SOURCE DATA:
※ ※ ※
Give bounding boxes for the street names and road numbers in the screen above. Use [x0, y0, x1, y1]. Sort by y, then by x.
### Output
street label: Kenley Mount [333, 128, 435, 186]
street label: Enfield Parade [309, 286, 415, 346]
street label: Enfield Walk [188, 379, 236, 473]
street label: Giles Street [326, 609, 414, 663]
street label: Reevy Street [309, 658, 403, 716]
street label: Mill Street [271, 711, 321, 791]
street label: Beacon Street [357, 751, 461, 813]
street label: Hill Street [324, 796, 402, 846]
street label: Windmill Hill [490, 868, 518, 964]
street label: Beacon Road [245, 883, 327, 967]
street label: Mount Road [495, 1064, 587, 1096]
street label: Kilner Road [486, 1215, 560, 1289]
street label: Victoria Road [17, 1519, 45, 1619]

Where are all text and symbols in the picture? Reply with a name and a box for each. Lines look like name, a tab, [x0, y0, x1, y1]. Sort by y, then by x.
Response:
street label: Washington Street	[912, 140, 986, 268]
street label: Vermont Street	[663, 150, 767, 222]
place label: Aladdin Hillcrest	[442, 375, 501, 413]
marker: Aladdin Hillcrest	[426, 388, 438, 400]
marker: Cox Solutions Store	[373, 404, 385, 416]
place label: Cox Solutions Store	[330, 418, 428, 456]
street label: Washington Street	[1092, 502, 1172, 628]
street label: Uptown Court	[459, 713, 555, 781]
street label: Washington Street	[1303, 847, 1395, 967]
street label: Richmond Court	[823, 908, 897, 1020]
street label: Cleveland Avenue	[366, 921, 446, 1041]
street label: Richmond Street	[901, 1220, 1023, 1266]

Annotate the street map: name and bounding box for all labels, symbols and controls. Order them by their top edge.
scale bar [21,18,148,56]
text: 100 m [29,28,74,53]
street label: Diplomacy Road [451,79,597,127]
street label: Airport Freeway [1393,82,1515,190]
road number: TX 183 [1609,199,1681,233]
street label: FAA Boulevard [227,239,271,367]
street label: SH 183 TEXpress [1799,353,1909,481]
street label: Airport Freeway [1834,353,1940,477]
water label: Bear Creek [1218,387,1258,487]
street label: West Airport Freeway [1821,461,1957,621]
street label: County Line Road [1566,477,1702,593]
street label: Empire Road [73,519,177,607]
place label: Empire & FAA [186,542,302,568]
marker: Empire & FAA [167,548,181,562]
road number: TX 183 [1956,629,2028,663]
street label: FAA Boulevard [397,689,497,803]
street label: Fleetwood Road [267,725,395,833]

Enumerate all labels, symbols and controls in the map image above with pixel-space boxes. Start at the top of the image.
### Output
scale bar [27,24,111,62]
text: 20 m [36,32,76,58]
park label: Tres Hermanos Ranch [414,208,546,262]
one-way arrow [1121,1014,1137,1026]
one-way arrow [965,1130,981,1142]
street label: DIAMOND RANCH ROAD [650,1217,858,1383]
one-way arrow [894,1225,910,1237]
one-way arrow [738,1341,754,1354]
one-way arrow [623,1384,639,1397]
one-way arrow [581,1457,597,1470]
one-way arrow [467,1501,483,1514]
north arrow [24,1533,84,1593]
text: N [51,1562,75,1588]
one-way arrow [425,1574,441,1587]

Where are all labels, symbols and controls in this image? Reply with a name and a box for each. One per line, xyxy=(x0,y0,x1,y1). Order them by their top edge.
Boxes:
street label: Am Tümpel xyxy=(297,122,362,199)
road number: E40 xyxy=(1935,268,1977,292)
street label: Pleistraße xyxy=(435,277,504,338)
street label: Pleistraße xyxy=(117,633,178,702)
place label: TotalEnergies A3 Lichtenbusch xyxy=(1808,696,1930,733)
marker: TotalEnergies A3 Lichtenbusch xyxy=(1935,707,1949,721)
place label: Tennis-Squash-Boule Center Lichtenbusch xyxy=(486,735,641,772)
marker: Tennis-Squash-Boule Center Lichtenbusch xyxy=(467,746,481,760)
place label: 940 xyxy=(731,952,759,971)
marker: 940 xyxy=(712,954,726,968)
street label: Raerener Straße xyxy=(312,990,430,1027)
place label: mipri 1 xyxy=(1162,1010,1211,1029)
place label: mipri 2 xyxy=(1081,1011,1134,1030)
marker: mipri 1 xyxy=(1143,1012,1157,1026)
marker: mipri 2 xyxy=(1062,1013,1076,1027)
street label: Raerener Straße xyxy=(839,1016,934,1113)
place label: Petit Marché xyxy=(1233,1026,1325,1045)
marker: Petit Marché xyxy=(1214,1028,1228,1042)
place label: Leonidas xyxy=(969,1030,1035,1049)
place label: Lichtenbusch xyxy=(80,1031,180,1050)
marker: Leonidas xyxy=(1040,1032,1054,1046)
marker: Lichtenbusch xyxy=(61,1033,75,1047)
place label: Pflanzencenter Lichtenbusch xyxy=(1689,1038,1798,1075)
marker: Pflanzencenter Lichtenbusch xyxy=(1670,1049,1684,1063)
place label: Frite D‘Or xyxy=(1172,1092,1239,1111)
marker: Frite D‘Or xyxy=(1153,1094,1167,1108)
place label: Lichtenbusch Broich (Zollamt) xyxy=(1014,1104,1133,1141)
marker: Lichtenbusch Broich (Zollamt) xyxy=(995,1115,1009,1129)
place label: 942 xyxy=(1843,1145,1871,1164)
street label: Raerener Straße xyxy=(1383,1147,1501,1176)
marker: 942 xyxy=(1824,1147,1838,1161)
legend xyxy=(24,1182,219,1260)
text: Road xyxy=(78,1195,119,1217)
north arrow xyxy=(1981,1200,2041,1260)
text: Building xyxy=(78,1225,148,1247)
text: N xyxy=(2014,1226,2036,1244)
※ ※ ※
EXERCISE PROMPT:
What you need to do is retype all the entries exactly as written.

TASK RESULT:
Give bounding boxes for the street names and road numbers in the screen above. Use [x0, y0, x1, y1]. Sort by y, then by x.
### Output
street label: Kenley Mount [333, 128, 435, 186]
street label: Enfield Parade [309, 286, 415, 346]
street label: Enfield Walk [188, 379, 236, 473]
street label: Giles Street [326, 609, 414, 663]
street label: Reevy Street [309, 658, 403, 716]
street label: Mill Street [271, 711, 321, 791]
street label: Beacon Street [357, 751, 461, 813]
street label: Hill Street [324, 796, 402, 846]
street label: Windmill Hill [490, 868, 518, 964]
street label: Beacon Road [245, 883, 327, 967]
street label: Mount Road [495, 1064, 587, 1096]
street label: Kilner Road [486, 1215, 560, 1289]
street label: Victoria Road [17, 1519, 45, 1619]

Where are all text and symbols in the picture? Reply with a name and a box for each. Lines look like name, a tab, [x0, y0, x1, y1]. Sort by y, then by x.
Response:
street label: Washington Street	[912, 140, 986, 268]
street label: Vermont Street	[663, 150, 767, 222]
place label: Aladdin Hillcrest	[442, 375, 501, 413]
marker: Aladdin Hillcrest	[426, 388, 438, 400]
marker: Cox Solutions Store	[373, 404, 385, 416]
place label: Cox Solutions Store	[330, 418, 428, 456]
street label: Washington Street	[1092, 502, 1172, 628]
street label: Uptown Court	[459, 713, 555, 781]
street label: Washington Street	[1303, 847, 1395, 967]
street label: Richmond Court	[823, 908, 897, 1020]
street label: Cleveland Avenue	[366, 921, 446, 1041]
street label: Richmond Street	[901, 1220, 1023, 1266]

Annotate the street map: name and bounding box for all labels, symbols and controls. Order them by their top edge.
scale bar [21,18,148,56]
text: 100 m [29,28,74,53]
street label: Diplomacy Road [451,79,597,127]
street label: Airport Freeway [1393,82,1515,190]
road number: TX 183 [1609,199,1681,233]
street label: FAA Boulevard [227,239,271,367]
street label: SH 183 TEXpress [1799,353,1909,481]
street label: Airport Freeway [1834,353,1940,477]
water label: Bear Creek [1218,387,1258,487]
street label: West Airport Freeway [1821,461,1957,621]
street label: County Line Road [1566,477,1702,593]
street label: Empire Road [73,519,177,607]
place label: Empire & FAA [186,542,302,568]
marker: Empire & FAA [167,548,181,562]
road number: TX 183 [1956,629,2028,663]
street label: FAA Boulevard [397,689,497,803]
street label: Fleetwood Road [267,725,395,833]

Enumerate all labels, symbols and controls in the map image above with pixel-space boxes. Start at the top of the image.
### Output
scale bar [27,24,111,62]
text: 20 m [36,32,76,58]
park label: Tres Hermanos Ranch [414,208,546,262]
one-way arrow [1121,1014,1137,1026]
one-way arrow [965,1130,981,1142]
street label: DIAMOND RANCH ROAD [650,1217,858,1383]
one-way arrow [894,1225,910,1237]
one-way arrow [738,1341,754,1354]
one-way arrow [623,1384,639,1397]
one-way arrow [581,1457,597,1470]
one-way arrow [467,1501,483,1514]
north arrow [24,1533,84,1593]
text: N [51,1562,75,1588]
one-way arrow [425,1574,441,1587]

Where are all labels, symbols and controls in this image? Reply with a name and a box for each. One per line, xyxy=(x0,y0,x1,y1). Order them by their top edge.
Boxes:
street label: Am Tümpel xyxy=(297,122,362,199)
road number: E40 xyxy=(1935,268,1977,292)
street label: Pleistraße xyxy=(435,277,504,338)
street label: Pleistraße xyxy=(117,633,178,702)
place label: TotalEnergies A3 Lichtenbusch xyxy=(1808,696,1930,733)
marker: TotalEnergies A3 Lichtenbusch xyxy=(1935,707,1949,721)
place label: Tennis-Squash-Boule Center Lichtenbusch xyxy=(486,735,641,772)
marker: Tennis-Squash-Boule Center Lichtenbusch xyxy=(467,746,481,760)
place label: 940 xyxy=(731,952,759,971)
marker: 940 xyxy=(712,954,726,968)
street label: Raerener Straße xyxy=(312,990,430,1027)
place label: mipri 1 xyxy=(1162,1010,1211,1029)
place label: mipri 2 xyxy=(1081,1011,1134,1030)
marker: mipri 1 xyxy=(1143,1012,1157,1026)
marker: mipri 2 xyxy=(1062,1013,1076,1027)
street label: Raerener Straße xyxy=(839,1016,934,1113)
place label: Petit Marché xyxy=(1233,1026,1325,1045)
marker: Petit Marché xyxy=(1214,1028,1228,1042)
place label: Leonidas xyxy=(969,1030,1035,1049)
place label: Lichtenbusch xyxy=(80,1031,180,1050)
marker: Leonidas xyxy=(1040,1032,1054,1046)
marker: Lichtenbusch xyxy=(61,1033,75,1047)
place label: Pflanzencenter Lichtenbusch xyxy=(1689,1038,1798,1075)
marker: Pflanzencenter Lichtenbusch xyxy=(1670,1049,1684,1063)
place label: Frite D‘Or xyxy=(1172,1092,1239,1111)
marker: Frite D‘Or xyxy=(1153,1094,1167,1108)
place label: Lichtenbusch Broich (Zollamt) xyxy=(1014,1104,1133,1141)
marker: Lichtenbusch Broich (Zollamt) xyxy=(995,1115,1009,1129)
place label: 942 xyxy=(1843,1145,1871,1164)
street label: Raerener Straße xyxy=(1383,1147,1501,1176)
marker: 942 xyxy=(1824,1147,1838,1161)
legend xyxy=(24,1182,219,1260)
text: Road xyxy=(78,1195,119,1217)
north arrow xyxy=(1981,1200,2041,1260)
text: Building xyxy=(78,1225,148,1247)
text: N xyxy=(2014,1226,2036,1244)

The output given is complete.